映画が始まると、ジュリー・デルピーの歌とともに、パリの街角の風景、カフェの外観、セーヌ川の向こうにあるノートルダム寺院の風景が見られる。それらの風景や音楽は誰かの思い出であるかもしれないし、このあと再会するふたりの思い出となるのかもしれない。それらの風景には人気がなく、十分に何かを思い出すきっかけとなってくれそうな風景だ。作家になったジェシー(イーサン・ホーク)はパリの書店で、客の質問に答え、自らの作品について語っている。ジェシーの言葉とともに、9年前に作られたこの映画の前編とも言うべき『恋人たちの距離(ディスタンス)』(原題Before Sunrise)の断片がみられる。ジェシーとセリーヌ(ジュリー・デルピー)が楽しげに話し、ウィーンの街を歩いた一夜。自らの語る言葉がきっかけとなってジェシーは9年前を思い出す。そして、彼の前に思い出から零れ落ちたようにセリーヌが現れる。
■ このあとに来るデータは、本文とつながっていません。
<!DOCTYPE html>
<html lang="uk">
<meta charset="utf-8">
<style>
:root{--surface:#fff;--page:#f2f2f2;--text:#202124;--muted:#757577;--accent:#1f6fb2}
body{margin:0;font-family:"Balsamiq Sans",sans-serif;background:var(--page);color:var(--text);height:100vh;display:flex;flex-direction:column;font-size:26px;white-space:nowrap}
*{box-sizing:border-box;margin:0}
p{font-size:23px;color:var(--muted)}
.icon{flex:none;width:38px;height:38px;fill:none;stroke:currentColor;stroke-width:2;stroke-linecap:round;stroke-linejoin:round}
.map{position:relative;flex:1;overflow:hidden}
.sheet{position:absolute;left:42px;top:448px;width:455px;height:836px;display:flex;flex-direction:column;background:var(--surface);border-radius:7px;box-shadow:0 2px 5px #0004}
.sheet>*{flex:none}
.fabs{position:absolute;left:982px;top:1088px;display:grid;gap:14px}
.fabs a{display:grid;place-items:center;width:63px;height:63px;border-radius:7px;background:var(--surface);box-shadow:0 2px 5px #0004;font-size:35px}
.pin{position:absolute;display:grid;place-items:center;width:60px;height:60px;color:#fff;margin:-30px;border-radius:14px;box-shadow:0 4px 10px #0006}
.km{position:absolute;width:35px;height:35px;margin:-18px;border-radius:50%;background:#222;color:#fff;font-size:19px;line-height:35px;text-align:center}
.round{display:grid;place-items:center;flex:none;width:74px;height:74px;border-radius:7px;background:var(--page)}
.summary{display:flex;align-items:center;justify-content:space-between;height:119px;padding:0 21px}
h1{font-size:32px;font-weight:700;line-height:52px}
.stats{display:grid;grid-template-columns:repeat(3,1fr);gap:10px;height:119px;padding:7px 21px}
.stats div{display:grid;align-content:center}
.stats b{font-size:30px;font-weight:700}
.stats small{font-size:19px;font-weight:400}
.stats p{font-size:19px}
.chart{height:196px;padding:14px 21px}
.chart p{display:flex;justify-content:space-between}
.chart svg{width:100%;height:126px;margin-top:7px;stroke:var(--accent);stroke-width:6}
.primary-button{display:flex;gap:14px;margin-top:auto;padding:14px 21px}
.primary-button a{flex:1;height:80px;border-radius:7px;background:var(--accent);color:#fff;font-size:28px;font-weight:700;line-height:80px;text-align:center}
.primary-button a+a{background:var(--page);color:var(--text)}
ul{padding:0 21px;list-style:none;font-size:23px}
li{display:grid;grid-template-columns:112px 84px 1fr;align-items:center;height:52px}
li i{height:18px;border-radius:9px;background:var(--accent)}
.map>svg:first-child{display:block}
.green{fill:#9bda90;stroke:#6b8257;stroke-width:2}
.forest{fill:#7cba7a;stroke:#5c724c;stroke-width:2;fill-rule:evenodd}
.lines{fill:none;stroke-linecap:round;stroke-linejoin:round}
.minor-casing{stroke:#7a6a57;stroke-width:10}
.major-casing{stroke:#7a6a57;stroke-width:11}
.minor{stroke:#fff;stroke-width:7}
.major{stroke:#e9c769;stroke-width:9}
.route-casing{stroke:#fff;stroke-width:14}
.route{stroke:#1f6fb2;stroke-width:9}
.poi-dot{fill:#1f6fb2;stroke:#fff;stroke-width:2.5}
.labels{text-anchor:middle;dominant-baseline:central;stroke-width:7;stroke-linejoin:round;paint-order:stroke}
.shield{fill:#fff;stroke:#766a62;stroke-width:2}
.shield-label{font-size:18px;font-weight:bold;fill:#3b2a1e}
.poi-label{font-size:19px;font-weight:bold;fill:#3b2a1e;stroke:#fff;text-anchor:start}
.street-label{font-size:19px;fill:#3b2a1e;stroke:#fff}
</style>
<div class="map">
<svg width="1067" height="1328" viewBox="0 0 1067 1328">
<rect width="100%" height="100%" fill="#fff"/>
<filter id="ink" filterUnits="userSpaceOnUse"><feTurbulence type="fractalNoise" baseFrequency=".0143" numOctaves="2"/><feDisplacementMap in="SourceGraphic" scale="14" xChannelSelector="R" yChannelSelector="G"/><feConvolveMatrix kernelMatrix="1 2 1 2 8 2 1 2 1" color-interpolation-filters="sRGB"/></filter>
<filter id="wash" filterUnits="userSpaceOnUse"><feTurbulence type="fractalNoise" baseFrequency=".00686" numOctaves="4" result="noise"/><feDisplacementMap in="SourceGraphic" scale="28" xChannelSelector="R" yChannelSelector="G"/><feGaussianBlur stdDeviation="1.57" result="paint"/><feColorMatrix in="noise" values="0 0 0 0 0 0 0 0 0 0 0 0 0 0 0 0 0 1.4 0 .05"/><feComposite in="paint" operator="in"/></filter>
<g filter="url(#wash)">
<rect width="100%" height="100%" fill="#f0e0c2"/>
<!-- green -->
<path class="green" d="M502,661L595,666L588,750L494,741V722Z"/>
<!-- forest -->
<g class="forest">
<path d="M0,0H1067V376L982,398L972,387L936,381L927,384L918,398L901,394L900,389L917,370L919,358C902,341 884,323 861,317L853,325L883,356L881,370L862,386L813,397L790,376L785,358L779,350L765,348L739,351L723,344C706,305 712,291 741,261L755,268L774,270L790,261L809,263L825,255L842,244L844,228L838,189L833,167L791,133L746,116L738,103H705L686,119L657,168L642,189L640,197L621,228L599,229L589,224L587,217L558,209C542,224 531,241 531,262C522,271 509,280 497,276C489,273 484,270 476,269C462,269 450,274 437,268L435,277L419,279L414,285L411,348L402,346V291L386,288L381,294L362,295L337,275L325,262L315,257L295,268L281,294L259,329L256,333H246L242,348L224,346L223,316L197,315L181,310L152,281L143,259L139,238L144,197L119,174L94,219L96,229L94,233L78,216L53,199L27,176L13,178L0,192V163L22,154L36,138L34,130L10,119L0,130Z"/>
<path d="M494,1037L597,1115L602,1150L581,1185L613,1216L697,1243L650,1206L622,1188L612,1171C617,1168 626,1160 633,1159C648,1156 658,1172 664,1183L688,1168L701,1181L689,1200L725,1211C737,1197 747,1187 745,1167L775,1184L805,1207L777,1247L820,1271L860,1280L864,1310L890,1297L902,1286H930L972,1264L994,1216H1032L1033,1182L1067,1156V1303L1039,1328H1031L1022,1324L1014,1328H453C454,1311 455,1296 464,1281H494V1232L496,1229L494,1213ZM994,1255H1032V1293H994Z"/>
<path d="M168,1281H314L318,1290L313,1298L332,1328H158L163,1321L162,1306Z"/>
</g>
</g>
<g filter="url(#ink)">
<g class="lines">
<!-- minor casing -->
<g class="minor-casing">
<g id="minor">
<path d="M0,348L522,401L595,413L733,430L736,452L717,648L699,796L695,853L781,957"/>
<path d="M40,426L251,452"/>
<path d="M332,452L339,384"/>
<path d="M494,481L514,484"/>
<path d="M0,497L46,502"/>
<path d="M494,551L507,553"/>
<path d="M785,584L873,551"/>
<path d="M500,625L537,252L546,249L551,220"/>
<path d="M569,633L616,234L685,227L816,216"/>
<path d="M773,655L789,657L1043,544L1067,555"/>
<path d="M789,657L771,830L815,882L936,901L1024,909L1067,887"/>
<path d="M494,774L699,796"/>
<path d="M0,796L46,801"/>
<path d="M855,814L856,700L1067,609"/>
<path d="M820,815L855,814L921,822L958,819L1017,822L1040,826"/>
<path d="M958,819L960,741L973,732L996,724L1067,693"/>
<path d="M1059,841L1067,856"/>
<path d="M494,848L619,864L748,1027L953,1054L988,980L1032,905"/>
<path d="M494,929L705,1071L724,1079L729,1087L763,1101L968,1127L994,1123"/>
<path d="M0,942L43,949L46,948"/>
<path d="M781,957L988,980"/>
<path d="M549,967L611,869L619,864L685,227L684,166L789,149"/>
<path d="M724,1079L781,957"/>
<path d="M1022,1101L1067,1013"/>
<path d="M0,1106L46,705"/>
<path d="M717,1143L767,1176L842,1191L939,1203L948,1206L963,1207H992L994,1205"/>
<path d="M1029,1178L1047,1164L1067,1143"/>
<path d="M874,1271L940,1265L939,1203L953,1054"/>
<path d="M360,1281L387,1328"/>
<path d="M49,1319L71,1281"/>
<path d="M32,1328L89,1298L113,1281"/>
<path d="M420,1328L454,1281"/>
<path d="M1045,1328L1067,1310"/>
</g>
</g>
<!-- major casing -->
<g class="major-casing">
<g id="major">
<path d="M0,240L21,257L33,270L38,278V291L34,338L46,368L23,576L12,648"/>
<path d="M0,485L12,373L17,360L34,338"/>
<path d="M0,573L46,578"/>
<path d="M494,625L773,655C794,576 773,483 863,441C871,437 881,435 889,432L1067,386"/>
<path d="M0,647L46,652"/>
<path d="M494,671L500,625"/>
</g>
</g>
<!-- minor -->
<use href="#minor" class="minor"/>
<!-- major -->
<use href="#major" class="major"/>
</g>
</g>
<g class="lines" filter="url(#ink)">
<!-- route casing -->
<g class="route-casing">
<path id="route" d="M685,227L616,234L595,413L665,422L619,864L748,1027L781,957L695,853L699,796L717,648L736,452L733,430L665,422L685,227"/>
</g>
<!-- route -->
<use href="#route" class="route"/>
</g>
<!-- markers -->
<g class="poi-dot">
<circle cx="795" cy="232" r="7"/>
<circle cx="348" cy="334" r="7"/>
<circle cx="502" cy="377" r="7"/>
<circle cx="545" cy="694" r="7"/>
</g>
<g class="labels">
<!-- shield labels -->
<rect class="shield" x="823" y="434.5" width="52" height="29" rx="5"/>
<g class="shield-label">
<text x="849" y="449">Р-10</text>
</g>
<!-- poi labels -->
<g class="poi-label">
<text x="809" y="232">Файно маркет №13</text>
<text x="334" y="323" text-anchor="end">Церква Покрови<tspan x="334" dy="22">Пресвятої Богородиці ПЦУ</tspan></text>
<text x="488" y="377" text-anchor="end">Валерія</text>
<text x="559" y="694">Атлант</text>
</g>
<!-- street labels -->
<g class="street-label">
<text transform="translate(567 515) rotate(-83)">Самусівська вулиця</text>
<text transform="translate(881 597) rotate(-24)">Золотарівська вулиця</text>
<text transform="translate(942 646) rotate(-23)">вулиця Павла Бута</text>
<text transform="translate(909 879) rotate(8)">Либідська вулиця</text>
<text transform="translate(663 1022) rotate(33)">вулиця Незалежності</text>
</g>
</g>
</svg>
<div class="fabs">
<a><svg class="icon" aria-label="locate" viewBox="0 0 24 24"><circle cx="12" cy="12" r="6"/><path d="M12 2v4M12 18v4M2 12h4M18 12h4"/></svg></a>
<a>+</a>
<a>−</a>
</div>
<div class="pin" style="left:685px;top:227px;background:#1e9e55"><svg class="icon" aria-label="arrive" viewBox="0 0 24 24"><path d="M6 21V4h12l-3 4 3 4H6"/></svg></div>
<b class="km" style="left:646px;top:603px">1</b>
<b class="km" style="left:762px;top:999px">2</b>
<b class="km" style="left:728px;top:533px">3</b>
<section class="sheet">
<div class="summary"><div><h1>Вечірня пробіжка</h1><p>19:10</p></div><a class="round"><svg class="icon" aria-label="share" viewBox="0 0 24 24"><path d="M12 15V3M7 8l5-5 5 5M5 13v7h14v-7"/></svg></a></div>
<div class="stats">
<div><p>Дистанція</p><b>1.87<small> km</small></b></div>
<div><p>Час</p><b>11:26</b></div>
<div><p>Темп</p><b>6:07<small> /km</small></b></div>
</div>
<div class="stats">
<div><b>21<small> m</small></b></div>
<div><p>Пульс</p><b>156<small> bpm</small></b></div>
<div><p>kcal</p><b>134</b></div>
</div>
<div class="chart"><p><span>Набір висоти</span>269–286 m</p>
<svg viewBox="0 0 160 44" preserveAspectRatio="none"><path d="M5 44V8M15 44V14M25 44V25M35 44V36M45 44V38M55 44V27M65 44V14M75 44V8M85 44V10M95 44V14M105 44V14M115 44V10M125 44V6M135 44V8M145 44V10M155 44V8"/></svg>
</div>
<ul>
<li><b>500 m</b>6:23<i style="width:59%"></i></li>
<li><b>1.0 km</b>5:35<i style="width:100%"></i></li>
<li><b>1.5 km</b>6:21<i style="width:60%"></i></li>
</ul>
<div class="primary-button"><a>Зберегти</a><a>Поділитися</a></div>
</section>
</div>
再会したふたりは、ふたりの近況を語り合い、9年前の「日の出前」の思い出を語り合い、その思い出がその後の9年間にどう影響したかを語り合う。再会してからというものふたりはひたすら語り合っている。ふたりの会話はお互いに9年前の一夜を思い出すきっかけとなるだろう。しかし、実はふたりともその思い出を鮮明に覚えている。だから、ふたりにとって思い出はすでに存在して、それはその後のふたりの9年間に強く影響を与えてしまったほどに大きなものとしてある。セリーヌはジェシーとの会話で次のようなことを話す。「私たちは辛い思い出を良い思い出に変えることができる。こうして再び出会えたことで思い出を良いものとして作り変えることができる」。だから、ふたりの再会は、9年前の約束を果たせなかったふたりがその後の9年間を良い思い出に変えようとすることであり、それからまた新たな思い出をつくることだ。この映画でなされるジェシーとセリーヌの会話は、過去と向き合うことではなく、ふたりの新たな思い出を作っていくためのものなのだろう。再会したふたりが今後どうなるかはわからない。しかし、ふたりの間でなされた会話が、歌がふたりの思い出となるのは間違いない。そして、いつかまた、ふたりはその思い出を確認しあい、また新たな思い出を作っていくのだと思う。
この映画をみて、自分にとって忘れたいとおもっていた過去を何故か思い出していた。きっと僕もまた、そうした思い出を忘れるのではなく、良い思い出として変えていきたいと思っているではないだろうか。